**What you need to do:** The answer must consist of every line below containing "Souza".

**Working data:**
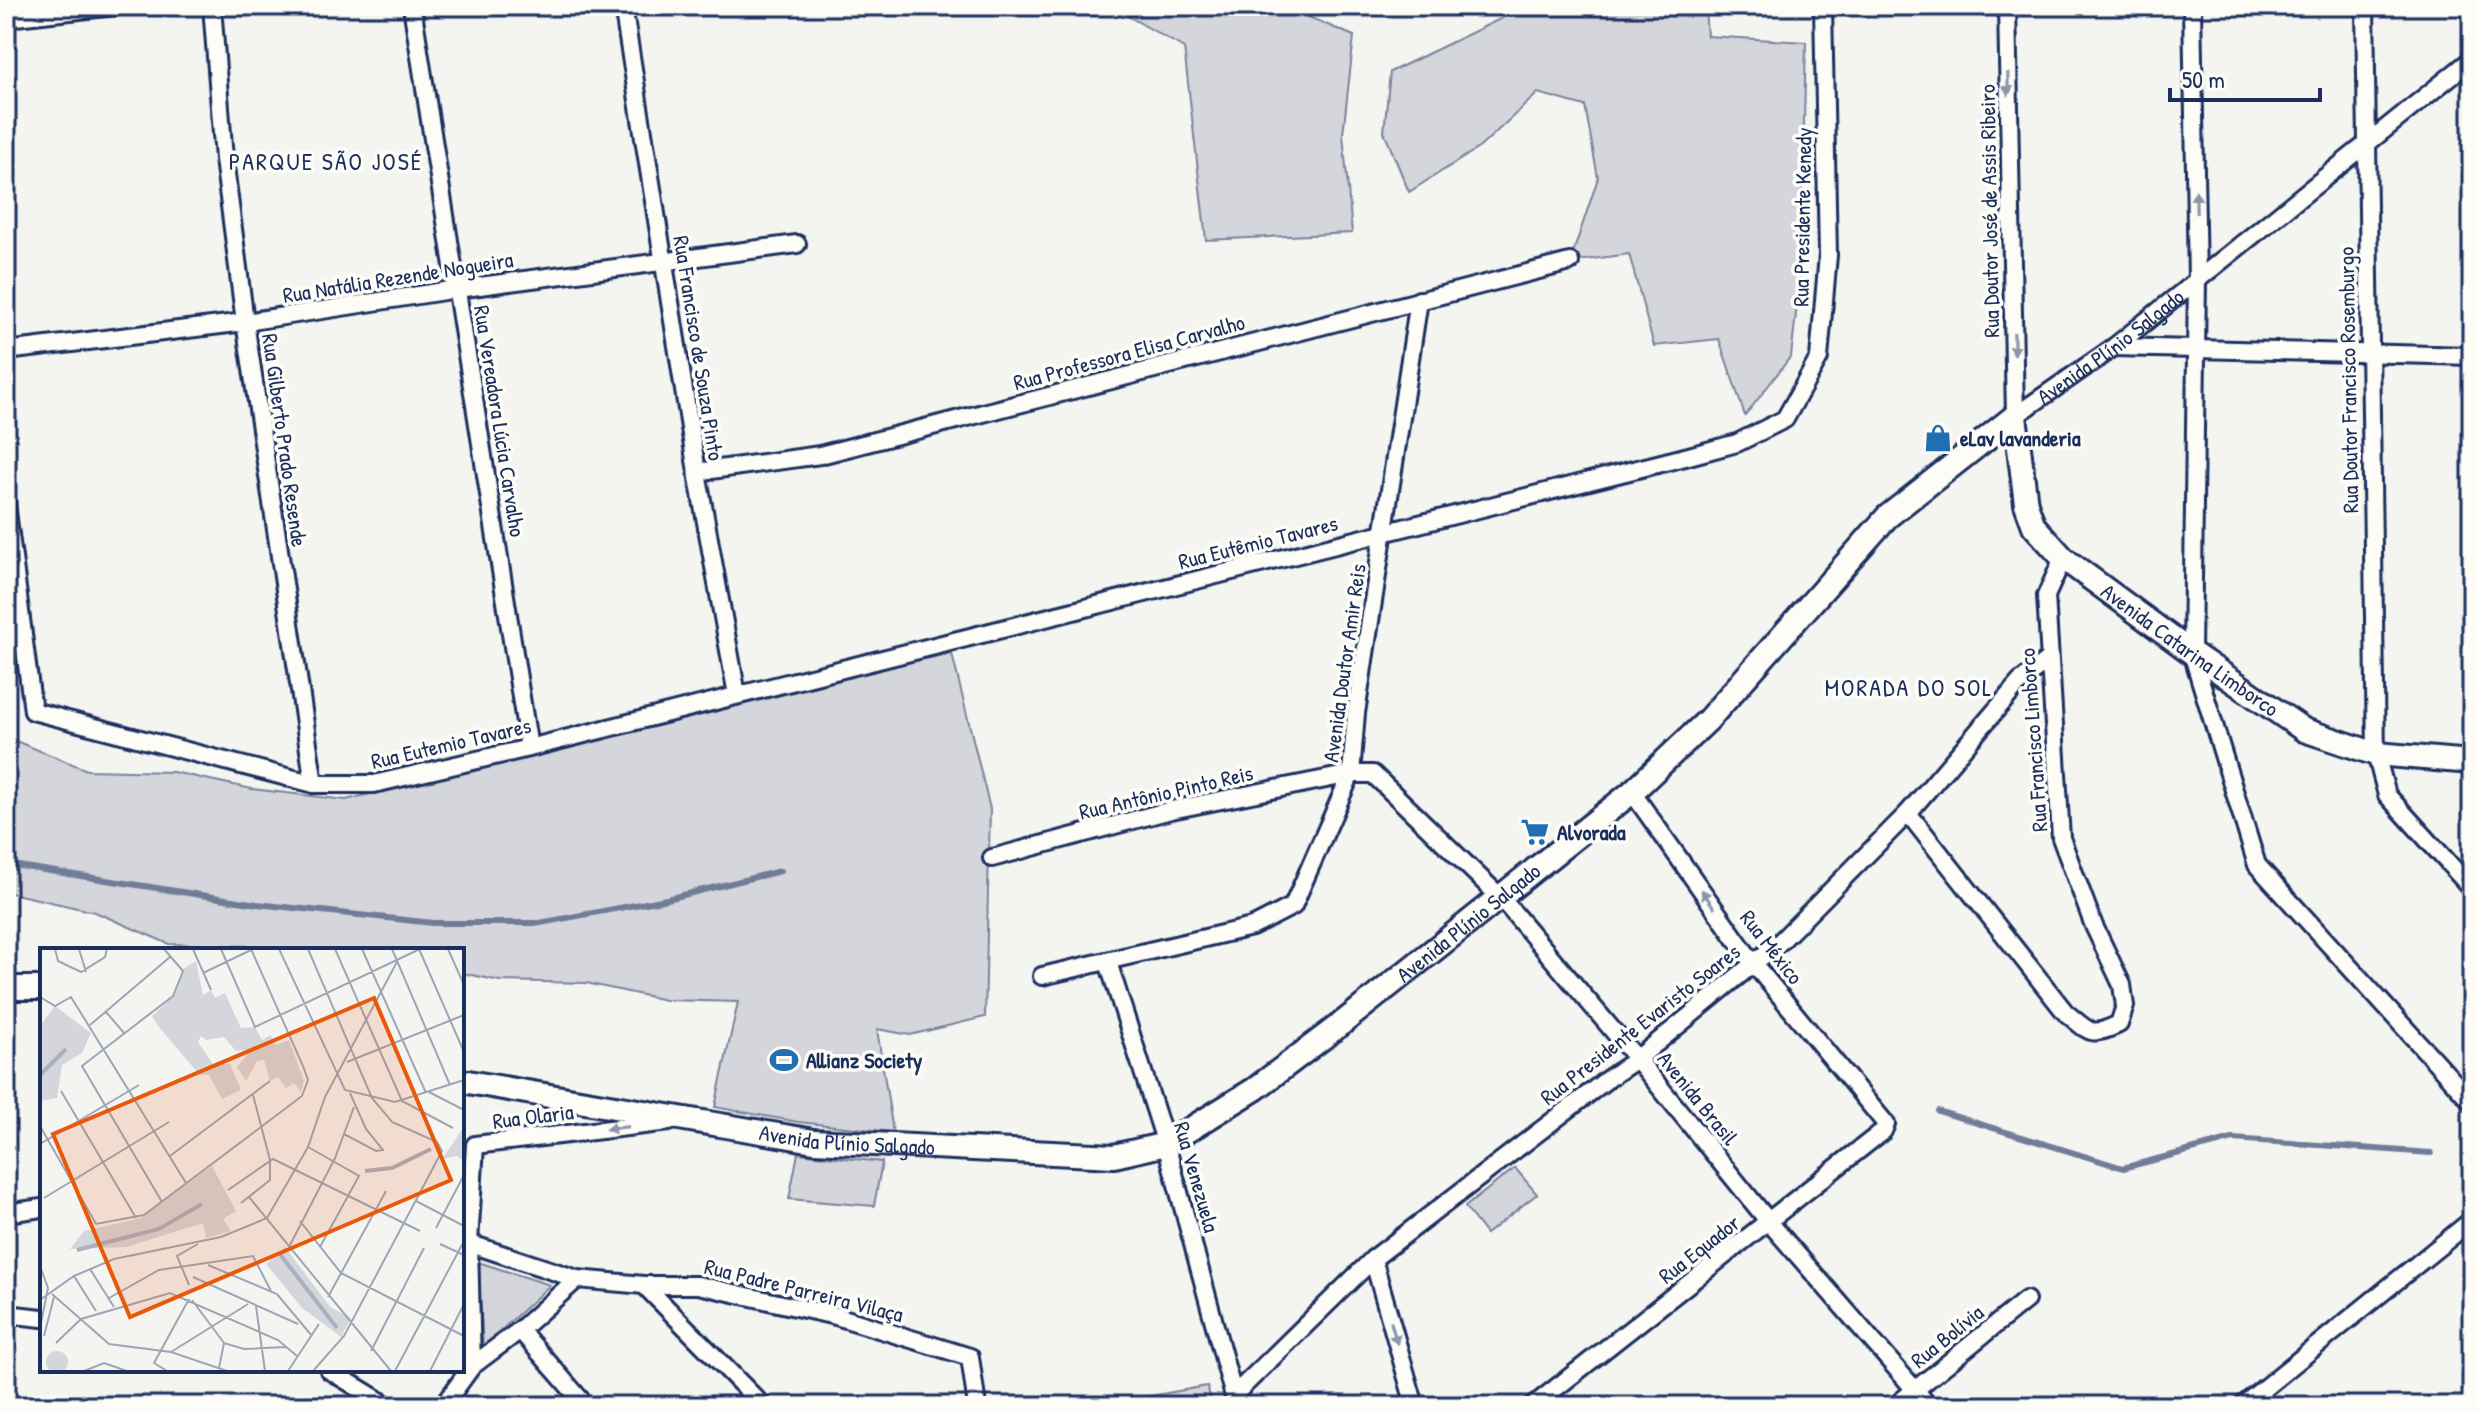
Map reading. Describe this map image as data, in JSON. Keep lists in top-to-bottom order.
{
  "streets": {
    "street": [
      "Rua Doutor José de Assis Ribeiro",
      "Rua Presidente Kenedy",
      "Rua Natália Rezende Nogueira",
      "Avenida Plínio Salgado",
      "Rua Francisco de Souza Pinto",
      "Rua Professora Elisa Carvalho",
      "Rua Doutor Francisco Rosemburgo",
      "Rua Vereadora Lúcia Carvalho",
      "Rua Gilberto Prado Resende",
      "Rua Eutêmio Tavares",
      "Avenida Catarina Limborco",
      "Avenida Doutor Amir Reis",
      "Rua Francisco Limborco",
      "Rua Eutemio Tavares",
      "Rua Antônio Pinto Reis",
      "Rua México",
      "Rua Presidente Evaristo Soares",
      "Avenida Brasil",
      "Rua Olaria",
      "Rua Venezuela",
      "Rua Equador",
      "Rua Padre Parreira Vilaça",
      "Rua Bolívia"
    ]
  },
  "crossings": [
    ["Rua Doutor José de Assis Ribeiro", "Avenida Plínio Salgado"],
    ["Rua Doutor José de Assis Ribeiro", "Avenida Catarina Limborco"],
    ["Rua Presidente Kenedy", "Rua Eutêmio Tavares"],
    ["Rua Natália Rezende Nogueira", "Rua Francisco de Souza Pinto"],
    ["Rua Natália Rezende Nogueira", "Rua Vereadora Lúcia Carvalho"],
    ["Rua Natália Rezende Nogueira", "Rua Gilberto Prado Resende"],
    ["Avenida Plínio Salgado", "Rua Doutor Francisco Rosemburgo"],
    ["Avenida Plínio Salgado", "Avenida Catarina Limborco"],
    ["Avenida Plínio Salgado", "Rua México"],
    ["Avenida Plínio Salgado", "Avenida Brasil"],
    ["Avenida Plínio Salgado", "Rua Olaria"],
    ["Avenida Plínio Salgado", "Rua Venezuela"],
    ["Rua Francisco de Souza Pinto", "Rua Professora Elisa Carvalho"],
    ["Rua Francisco de Souza Pinto", "Rua Eutêmio Tavares"],
    ["Rua Francisco de Souza Pinto", "Rua Eutemio Tavares"],
    ["Rua Professora Elisa Carvalho", "Avenida Doutor Amir Reis"],
    ["Rua Doutor Francisco Rosemburgo", "Avenida Catarina Limborco"],
    ["Rua Vereadora Lúcia Carvalho", "Rua Eutemio Tavares"],
    ["Rua Gilberto Prado Resende", "Rua Eutemio Tavares"],
    ["Rua Eutêmio Tavares", "Avenida Doutor Amir Reis"],
    ["Rua Eutêmio Tavares", "Rua Eutemio Tavares"],
    ["Avenida Catarina Limborco", "Rua Francisco Limborco"],
    ["Avenida Doutor Amir Reis", "Rua Antônio Pinto Reis"],
    ["Avenida Doutor Amir Reis", "Avenida Brasil"],
    ["Avenida Doutor Amir Reis", "Rua Venezuela"],
    ["Rua Francisco Limborco", "Rua Presidente Evaristo Soares"],
    ["Rua Antônio Pinto Reis", "Avenida Brasil"],
    ["Rua México", "Rua Presidente Evaristo Soares"],
    ["Rua México", "Rua Equador"],
    ["Rua Presidente Evaristo Soares", "Avenida Brasil"],
    ["Rua Presidente Evaristo Soares", "Rua Venezuela"],
    ["Avenida Brasil", "Rua Equador"],
    ["Avenida Brasil", "Rua Bolívia"],
    ["Rua Olaria", "Rua Padre Parreira Vilaça"]
  ],
  "one_way": ["Rua Doutor José de Assis Ribeiro", "Rua México", "Rua Olaria"],
  "districts": ["PARQUE SÃO JOSÉ", "MORADA DO SOL"],
  "places": {
    "shop": ["eLav lavanderia"],
    "supermarket": ["Alvorada"],
    "sports": ["Allianz Society"]
  },
  "scale_bar": "50 m"
}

**Solution for this exercise:**
      "Rua Francisco de Souza Pinto",
    ["Rua Natália Rezende Nogueira", "Rua Francisco de Souza Pinto"],
    ["Rua Francisco de Souza Pinto", "Rua Professora Elisa Carvalho"],
    ["Rua Francisco de Souza Pinto", "Rua Eutêmio Tavares"],
    ["Rua Francisco de Souza Pinto", "Rua Eutemio Tavares"],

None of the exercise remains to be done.